For Christmas, I bought M a copy of Five Flavors of Dumb by Antony John. I bought it because it caught my eye at the bookstore, and I liked the premise (shortest version: deaf girl decides to manage a rock band), and I read the first chapter while in the store to assess the writing and (a) forgot where I was, (b) lost track of time and (c) wanted to read on. I was a bit nervous about the purchase since M isn't always easy to buy books for, but she took to it immediately upon reading the ending. (Have I told you that M reads the end first? Well, she does. *headdesk*) Plus, M loves books that involve people who are deaf or blind. It's one of her favorite tropes, although of course that element alone isn't enough to win her over. But I digress.
I could seriously just point you to this review by Ana over at The Book Smugglers and cal it day, but I won't, because I stayed up until, I dunno, 3:45 a.m. reading this book because I absolutely could not put it down, and I therefore insist on reinventing the wheel, even though Ana's enthusiastic review (which I found this morning) pretty much says it all.
DUMB is the name of a rock band. At the start of the novel, Dumb has three members (all seniors in high school): twin brothers Josh and Will and a semi-punk girl named Tash (short for Natasha, if memory serves). They've just won a local Battle of the Bands, and they do a set on the school steps, which is where the main character, a girl named Piper, first encounters them.
Piper is smart and sassy and tired of being invisible. Lots of teenagers feel invisible, of course, but Piper even more so because she is deaf. She has hearing aids that help her a bit (in a quiet room with only one person talking) and the ability to read lips, but she has to work hard in order to understand what's going on around her. Her younger brother, Finn (a freshman), won't usually sign to her, her father never bothered to learn, and her parents just raided her college fund to pay for cochlear implants for her sister (something that made M cry, and M almost never cries, y'all). Oh, and her best friend just moved to San Francisco.
Without meaning to, Piper winds up becoming Dumb's manager, and she finds them a drummer (her friend Ed Chen, whom I adore), and then Josh drags the beautiful (but possibly talentless) Kallie into the band, mostly because he wants to get with her. Which means that now, Dumb has five members. "There was no togetherness, no blending – just five separate flavors of an indigestible dish called Dumb."
Piper has one month to get the band a paying gig. It's a simple sort of story, right? Will she or won't she succeed, and that's it? Well, yes. And no, no, no. Because Piper has to figure out more than what a manager does and how to do it. She has to figure out how to assess the music being produced by Dumb - something she cannot hear for herself. She has to figure out how to blend those five separate flavors together so that there IS a band, and not just five individuals working on their own - and that includes struggling with the various personalities and forcing them to get along together, which is no easy task. Plus she has to learn what rock and roll really is, and what music means. And of course she makes a few mistakes along the way, and she has to sort out how to fix them as well.

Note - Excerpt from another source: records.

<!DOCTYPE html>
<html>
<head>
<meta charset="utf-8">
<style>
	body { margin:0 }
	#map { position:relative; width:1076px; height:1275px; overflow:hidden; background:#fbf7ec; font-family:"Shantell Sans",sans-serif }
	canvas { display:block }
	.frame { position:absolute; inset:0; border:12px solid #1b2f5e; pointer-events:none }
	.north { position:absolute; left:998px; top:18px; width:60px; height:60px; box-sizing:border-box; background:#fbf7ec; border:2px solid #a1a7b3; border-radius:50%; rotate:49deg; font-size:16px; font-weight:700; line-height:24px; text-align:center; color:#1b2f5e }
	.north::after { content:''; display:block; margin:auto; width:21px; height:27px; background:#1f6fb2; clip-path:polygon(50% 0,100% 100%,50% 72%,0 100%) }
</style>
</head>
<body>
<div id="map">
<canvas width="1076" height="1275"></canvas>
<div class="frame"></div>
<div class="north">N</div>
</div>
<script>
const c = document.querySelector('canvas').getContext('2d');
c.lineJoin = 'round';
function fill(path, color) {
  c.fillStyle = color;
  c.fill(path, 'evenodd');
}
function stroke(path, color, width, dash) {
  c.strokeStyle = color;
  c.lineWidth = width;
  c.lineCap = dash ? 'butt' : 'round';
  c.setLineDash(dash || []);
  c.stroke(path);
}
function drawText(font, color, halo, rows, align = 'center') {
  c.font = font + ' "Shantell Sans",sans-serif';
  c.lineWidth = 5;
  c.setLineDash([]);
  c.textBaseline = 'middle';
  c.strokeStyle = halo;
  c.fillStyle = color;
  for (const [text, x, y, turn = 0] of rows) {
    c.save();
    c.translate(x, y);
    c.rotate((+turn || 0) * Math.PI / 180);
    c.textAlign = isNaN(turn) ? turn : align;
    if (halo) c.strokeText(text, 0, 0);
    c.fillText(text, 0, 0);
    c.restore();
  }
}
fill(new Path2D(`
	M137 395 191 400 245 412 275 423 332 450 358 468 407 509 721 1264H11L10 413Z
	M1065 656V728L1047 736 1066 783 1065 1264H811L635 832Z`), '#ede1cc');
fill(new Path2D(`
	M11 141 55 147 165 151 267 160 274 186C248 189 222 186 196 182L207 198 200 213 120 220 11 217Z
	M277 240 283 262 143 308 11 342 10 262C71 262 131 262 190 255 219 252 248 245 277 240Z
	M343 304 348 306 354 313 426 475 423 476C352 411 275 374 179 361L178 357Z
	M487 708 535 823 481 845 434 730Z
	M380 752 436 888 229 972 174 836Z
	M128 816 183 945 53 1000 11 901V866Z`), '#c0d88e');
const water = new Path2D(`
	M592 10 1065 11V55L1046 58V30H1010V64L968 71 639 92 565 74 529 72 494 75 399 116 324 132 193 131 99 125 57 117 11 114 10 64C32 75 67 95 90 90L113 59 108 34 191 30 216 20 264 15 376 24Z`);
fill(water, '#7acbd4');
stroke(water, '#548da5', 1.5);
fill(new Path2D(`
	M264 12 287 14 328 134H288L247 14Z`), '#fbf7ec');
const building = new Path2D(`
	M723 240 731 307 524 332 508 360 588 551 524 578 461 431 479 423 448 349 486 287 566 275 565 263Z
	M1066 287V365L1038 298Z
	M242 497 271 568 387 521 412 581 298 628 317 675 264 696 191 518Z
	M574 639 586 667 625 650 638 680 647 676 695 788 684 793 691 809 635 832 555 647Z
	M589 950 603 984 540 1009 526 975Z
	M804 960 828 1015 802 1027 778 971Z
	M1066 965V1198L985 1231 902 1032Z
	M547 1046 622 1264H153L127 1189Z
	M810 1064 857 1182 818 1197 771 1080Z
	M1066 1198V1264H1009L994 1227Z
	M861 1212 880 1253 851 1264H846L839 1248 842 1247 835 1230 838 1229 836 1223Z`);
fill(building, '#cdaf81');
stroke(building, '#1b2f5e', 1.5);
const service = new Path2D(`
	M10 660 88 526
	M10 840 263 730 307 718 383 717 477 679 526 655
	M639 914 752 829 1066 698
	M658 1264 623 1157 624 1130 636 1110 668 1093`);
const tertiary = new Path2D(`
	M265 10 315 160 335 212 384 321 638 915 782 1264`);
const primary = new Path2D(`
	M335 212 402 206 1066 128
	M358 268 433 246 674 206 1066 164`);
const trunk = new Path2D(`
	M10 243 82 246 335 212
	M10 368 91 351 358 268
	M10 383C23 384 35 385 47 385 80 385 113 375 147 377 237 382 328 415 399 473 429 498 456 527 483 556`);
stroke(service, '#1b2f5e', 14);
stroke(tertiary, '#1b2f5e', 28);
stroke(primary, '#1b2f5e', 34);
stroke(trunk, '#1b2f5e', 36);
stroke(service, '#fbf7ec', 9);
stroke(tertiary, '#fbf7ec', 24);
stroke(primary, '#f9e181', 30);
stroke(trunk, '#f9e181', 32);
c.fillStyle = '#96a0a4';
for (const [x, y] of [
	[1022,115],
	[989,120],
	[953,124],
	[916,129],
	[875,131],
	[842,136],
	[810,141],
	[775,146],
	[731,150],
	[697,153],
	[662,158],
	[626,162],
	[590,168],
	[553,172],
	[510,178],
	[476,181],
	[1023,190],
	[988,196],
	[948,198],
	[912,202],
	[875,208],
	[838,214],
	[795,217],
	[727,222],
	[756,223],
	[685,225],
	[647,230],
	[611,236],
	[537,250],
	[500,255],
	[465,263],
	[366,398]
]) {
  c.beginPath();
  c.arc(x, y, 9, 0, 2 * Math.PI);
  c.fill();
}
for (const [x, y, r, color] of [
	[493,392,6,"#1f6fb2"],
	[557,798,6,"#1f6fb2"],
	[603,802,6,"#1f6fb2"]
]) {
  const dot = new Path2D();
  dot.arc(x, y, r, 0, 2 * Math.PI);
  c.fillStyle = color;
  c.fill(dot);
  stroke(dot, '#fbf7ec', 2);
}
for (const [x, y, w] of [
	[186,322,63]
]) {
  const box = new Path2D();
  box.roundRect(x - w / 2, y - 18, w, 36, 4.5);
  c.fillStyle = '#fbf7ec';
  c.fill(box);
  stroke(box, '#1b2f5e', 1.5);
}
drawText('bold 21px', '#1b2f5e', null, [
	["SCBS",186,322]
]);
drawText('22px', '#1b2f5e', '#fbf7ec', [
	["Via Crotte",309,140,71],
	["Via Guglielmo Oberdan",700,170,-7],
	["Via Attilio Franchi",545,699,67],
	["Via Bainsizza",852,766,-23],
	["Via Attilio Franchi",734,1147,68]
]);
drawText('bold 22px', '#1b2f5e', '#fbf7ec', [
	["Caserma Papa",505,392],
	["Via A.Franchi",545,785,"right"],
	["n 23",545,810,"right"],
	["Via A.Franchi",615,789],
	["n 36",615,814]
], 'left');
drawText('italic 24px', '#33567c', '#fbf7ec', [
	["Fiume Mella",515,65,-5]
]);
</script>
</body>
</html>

Meanwhile, back at the ranch, her father is out of work and clearly views Piper's deafness as a handicap; her mother is working tons of overtime and stressing out because she's missing time with 11-month old Grace; Piper is conflicted about her parents' decision to "fix" Grace, who was born deaf but can now hear thanks to her implant; and Piper has to navigate changing relationships with her brother and with Ed (whom I love - I know I'm repeating myself, but seriously, I love him). And all of those folks are busy adjusting to the changes in Piper, who is rapidly and rather splendidly coming into her own.
This book has it all - romance, drama (of the best sort), rock & roll, characters you don't want to let go of and a highly satisfying ending (that wasn't spoiled for M despite having read it in advance, because until you read what comes before, it doesn't really make sense). I somehow had NOT heard of this book before I picked it up at the store, but I have vowed not to let the rest of you get away without hearing of it.
HIGHLY recommended. As in, what are you waiting for? Go buy Five Flavors of Dumb, it's that good. (See how I managed not to say "it's one tasty novel"?)